Unique Antique

An Historic Home Connects People Across Centuries.

As a former art history professor, and now adjunct at the University, Julie Plax has a great appreciation for the ancient and the antiquated. It was this love that led her after many years to purchase one of Columbia’s oldest homes — and discover the personal connections the home seems to weave together throughout time. Plax purchased the historic Greenwood home, built sometime in the 1830s by Walter Raleigh Lenoir, two years ago, but her fascination with it actually began in the 1970s during a visit to an antique shop. Melissa Williams and her father owned the property, and Williams ran an antique shop called “Greenwood Heights” at the
property. “I went to the antique store and was friendly with Melissa
and loved the house,” Plax says. “I remember thinking I’d like to live
there someday.”

Fast forward almost 40 years and Plax, now a retiree, was living in Arizona casually perusing real estate listings in her spare time when she stumbled across a listing for the Greenwood home. “I like to look at real estate from places I have lived in, so I looked at Columbia and there it was.” Plax says. She checked the listing religiously until one day, it had suddenly gone off the market. Determined to find out what happened to this home that seemed to strangely speak to her somehow, she contacted the realtor and eventually purchased the home a year later, making sure to connect once again with her friend Melissa Williams, who now owns an antique and painting gallery downtown, when she moved back to Columbia.

While doing minor repairs to the home, Plax began discovering the home’s ability to connect people. She decided to repair the greenhouse on the property, which had succumbed to weather and wood rot, and began asking around for a handyman. A friend offered someone he knew, Greg Hooker, and Plax soon discovered that Hooker had actually been one of the original builders of the greenhouse, and had done repair work on the home many years ago.

“There are a lot of coincidences like that surrounding the house,” Plax says. Perhaps the most odd event happened on a Sunday afternoon about a year ago. “A woman I didn’t know knocked on the door and said, ‘My husband and I are on a genealogical vacation and my grandfather was born in this house.’ She wanted to take some pictures, so I showed her around and she showed me some pictures of the home back when her ancestors, the Kurtzes, lived here.”
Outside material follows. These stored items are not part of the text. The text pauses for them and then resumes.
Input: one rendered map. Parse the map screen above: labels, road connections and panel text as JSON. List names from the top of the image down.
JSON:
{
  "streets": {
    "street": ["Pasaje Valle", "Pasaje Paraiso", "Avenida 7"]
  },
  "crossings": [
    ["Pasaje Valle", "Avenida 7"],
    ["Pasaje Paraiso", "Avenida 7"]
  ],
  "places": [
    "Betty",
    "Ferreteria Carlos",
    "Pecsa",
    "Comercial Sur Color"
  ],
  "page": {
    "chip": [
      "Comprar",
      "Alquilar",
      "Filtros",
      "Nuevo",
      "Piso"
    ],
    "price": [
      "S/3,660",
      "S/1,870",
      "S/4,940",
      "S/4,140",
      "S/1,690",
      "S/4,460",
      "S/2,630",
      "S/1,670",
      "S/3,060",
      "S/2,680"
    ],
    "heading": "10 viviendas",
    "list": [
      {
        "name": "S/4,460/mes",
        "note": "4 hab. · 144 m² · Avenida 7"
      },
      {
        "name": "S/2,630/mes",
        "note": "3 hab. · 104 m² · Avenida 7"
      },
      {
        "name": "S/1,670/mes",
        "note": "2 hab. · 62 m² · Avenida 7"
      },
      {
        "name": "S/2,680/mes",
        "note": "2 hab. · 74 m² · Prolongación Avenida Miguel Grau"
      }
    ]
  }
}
One day, antique aficionado Williams came to visit, and Plax mentioned the couple who had stopped in to see her. Williams showed her an etching in a window in the parlor that says ‘DWB Kurtz Jr.’ with the date ‘1-2-11.’” It seems that previous owners of the Greenwood home knew that it would stand for centuries, and that perhaps one day their grandchildren might discover a small piece of their history.

But Plax doesn’t just love her Greenwood home for its ability to relay history. She loves the hand-carved fireplace mantles, the antiques her parents had collected that now furnish the home, her ability to teach part-time at the University from her home and the fact that after four decades, she was able to fulfill her wish of “living there someday.”